Saturday, June 02, 2007

Obama's Charity Begins At Home


A supporter of Barack Obama has been charged in a $10 million fraud scheme.

Remember Antoin Rezko? When Obama bought a little mansion on Chicago's South Side for $300,000 less than the asking price, that very same day Antoin "Tony" Rezko a Democrat Party fund raiser bought an adjacent empty lot at the asking price from the same owner that sold Obama the house. Coincidence? Wait, there's more.

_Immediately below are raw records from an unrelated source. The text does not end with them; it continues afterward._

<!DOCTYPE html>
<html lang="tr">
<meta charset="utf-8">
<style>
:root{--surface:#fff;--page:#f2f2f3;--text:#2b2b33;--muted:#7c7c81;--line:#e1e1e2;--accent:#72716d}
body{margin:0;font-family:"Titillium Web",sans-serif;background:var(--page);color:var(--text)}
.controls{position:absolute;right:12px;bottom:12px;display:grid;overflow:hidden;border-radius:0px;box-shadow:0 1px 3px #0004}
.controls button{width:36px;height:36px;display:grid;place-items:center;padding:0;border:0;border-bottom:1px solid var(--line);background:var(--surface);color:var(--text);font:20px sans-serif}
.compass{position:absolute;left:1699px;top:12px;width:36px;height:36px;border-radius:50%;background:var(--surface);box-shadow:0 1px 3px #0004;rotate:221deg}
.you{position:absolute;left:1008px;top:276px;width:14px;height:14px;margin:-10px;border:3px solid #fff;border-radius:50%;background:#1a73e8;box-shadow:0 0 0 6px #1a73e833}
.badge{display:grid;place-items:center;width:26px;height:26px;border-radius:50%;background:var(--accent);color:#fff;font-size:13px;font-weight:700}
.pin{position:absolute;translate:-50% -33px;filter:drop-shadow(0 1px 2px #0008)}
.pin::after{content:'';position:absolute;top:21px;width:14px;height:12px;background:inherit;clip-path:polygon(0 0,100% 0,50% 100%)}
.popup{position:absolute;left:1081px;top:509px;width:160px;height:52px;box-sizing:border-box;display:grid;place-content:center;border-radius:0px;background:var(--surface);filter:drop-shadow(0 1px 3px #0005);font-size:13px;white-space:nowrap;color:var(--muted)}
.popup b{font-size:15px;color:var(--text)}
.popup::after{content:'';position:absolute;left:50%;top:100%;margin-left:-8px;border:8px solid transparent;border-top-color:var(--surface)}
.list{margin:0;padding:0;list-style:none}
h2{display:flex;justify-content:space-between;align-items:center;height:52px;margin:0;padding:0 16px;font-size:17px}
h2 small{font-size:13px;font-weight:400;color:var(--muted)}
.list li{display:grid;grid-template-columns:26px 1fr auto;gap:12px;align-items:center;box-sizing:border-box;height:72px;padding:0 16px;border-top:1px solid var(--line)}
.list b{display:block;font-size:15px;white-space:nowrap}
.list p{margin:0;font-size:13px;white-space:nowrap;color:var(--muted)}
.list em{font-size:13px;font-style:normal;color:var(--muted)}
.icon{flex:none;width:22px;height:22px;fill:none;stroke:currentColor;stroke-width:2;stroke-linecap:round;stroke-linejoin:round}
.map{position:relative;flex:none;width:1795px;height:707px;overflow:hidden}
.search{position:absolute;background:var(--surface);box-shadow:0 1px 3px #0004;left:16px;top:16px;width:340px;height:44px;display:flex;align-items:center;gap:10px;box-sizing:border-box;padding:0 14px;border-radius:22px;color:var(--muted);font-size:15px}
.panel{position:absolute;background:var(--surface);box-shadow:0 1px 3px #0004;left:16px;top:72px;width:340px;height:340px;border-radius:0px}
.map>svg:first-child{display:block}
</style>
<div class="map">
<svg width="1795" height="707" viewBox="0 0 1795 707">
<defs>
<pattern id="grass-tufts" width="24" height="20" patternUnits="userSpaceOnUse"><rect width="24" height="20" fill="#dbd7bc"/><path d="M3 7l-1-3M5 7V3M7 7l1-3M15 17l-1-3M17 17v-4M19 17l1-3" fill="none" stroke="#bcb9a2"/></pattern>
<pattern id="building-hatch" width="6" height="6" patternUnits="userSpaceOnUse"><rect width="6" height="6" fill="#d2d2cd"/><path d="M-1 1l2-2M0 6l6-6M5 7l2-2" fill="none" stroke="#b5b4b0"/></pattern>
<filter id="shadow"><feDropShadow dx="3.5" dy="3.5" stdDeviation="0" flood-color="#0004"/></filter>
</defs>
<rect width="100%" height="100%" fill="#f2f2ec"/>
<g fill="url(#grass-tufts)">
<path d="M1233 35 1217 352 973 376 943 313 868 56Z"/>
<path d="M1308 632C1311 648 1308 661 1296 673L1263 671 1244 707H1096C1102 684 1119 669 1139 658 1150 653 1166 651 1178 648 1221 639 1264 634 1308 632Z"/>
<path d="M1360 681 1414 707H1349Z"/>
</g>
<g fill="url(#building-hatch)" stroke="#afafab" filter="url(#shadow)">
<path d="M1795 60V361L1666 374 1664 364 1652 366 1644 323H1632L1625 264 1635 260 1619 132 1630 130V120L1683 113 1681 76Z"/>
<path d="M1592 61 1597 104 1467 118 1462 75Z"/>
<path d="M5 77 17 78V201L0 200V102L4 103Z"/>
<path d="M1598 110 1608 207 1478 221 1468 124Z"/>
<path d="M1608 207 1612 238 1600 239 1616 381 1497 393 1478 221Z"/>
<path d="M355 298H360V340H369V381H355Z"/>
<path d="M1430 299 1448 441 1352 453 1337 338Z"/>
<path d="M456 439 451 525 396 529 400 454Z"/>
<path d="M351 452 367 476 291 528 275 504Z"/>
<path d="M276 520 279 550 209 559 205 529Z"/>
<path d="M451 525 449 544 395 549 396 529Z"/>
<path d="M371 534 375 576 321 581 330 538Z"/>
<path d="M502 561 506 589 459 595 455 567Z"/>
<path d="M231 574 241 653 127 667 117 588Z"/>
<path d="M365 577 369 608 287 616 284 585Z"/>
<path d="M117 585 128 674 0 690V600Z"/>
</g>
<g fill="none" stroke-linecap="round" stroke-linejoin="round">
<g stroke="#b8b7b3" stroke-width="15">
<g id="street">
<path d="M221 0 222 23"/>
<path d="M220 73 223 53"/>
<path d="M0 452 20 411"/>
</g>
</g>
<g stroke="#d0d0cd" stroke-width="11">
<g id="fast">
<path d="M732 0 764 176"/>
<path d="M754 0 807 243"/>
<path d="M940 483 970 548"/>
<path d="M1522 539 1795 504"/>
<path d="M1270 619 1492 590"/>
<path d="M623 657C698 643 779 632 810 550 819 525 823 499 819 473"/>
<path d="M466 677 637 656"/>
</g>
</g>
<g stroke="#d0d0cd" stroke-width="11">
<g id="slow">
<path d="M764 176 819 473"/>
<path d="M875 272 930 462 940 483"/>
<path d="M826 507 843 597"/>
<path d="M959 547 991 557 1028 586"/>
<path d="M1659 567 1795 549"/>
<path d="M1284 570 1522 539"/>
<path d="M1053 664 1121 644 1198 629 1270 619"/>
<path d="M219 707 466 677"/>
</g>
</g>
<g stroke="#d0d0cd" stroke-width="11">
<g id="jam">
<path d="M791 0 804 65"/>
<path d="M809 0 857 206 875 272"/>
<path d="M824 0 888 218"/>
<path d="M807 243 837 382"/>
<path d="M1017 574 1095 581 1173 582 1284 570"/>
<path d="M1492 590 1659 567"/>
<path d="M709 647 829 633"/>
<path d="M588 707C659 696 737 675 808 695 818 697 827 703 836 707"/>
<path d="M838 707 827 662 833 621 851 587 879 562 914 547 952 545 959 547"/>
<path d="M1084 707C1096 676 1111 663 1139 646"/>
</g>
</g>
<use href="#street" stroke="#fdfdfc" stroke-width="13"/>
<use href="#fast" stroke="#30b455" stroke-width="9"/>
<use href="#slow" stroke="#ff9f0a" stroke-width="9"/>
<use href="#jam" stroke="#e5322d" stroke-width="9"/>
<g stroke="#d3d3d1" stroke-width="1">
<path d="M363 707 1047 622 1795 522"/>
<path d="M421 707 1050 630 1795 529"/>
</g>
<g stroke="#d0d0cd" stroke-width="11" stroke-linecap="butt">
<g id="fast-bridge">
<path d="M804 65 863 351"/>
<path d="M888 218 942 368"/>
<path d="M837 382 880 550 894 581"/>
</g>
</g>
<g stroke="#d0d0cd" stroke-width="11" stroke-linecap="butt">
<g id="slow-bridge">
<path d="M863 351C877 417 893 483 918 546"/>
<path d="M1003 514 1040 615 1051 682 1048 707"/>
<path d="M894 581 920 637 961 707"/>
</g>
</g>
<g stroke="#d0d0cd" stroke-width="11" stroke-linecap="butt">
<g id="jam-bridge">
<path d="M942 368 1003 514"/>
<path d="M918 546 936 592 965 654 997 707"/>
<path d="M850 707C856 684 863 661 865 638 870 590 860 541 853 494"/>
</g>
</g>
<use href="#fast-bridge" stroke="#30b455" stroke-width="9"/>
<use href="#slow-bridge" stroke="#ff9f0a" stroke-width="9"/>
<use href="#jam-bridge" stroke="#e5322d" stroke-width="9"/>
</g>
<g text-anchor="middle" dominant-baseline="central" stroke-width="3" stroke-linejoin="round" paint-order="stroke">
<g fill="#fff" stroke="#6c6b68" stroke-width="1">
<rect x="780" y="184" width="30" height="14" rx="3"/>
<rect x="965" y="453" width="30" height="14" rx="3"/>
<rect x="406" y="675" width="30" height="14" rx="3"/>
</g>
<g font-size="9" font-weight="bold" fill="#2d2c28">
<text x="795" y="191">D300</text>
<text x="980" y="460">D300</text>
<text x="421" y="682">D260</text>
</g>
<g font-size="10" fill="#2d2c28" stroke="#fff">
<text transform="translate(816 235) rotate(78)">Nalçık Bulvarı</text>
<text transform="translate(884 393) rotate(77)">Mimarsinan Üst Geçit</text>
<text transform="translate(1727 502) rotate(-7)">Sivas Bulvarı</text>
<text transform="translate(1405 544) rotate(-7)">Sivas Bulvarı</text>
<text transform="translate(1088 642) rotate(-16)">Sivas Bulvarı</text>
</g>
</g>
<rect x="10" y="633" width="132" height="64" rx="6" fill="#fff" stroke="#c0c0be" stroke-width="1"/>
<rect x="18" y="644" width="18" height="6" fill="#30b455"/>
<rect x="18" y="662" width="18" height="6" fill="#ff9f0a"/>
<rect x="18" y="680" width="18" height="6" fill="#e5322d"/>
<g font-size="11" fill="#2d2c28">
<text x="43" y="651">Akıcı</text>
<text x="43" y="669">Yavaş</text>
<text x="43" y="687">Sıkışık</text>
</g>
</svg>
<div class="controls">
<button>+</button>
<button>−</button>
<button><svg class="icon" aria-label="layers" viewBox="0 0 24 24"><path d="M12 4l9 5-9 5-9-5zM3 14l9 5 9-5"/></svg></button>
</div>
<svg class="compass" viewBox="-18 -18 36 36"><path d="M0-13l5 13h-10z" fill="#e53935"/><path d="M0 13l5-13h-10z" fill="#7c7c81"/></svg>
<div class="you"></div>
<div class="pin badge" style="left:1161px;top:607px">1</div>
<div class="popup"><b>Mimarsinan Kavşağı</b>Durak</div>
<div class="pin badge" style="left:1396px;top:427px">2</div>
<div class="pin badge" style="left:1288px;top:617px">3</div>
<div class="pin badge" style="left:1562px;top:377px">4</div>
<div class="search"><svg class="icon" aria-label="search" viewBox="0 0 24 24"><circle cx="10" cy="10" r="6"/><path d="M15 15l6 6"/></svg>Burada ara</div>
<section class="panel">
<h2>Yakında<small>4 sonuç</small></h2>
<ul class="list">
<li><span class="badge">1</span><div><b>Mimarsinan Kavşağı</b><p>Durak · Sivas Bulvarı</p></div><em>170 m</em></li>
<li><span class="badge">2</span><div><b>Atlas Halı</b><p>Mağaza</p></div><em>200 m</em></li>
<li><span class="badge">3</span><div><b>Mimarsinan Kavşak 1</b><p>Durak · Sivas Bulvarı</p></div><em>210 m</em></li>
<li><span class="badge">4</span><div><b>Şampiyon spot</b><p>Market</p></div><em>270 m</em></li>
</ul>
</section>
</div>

Six months later Rezko, an old acquaintance of Barak sold him 1,500 square feet of the property giving Obama a nice side yard.
Rezko has since been charged with trying to shake down investment firms that wanted to do business with the state. He and his wife had donated $11,500 personally to the 2004 Obama Senate campaign, which Obama eventually donated to the Better Boys Foundation in Chicago two weeks after Rezko's indictment.

Now, Ali Ata, the former executive director of the Illinois Finance Authority, has been charged with trying to help Rezko in a fraud scheme. It turns out that Ata donated $5,000 to Obama's Senate campaign. When questioned by AP, Obama's spokesman Bill Burton said $5,000 from the Senate campaign account would be donated to an unspecified charity.


Is that all it takes? When you're caught taking donations and dealing with known unsavory characters you just give the money to charity and all is forgiven and forgotten? It seems to have as much power as going to rehab. Yet, that's how the press treats liberals, giving them a special amnesty.

True ethics requires making every attempt to remain above reproach and I remain unconvinced that it is the goal of most politicians.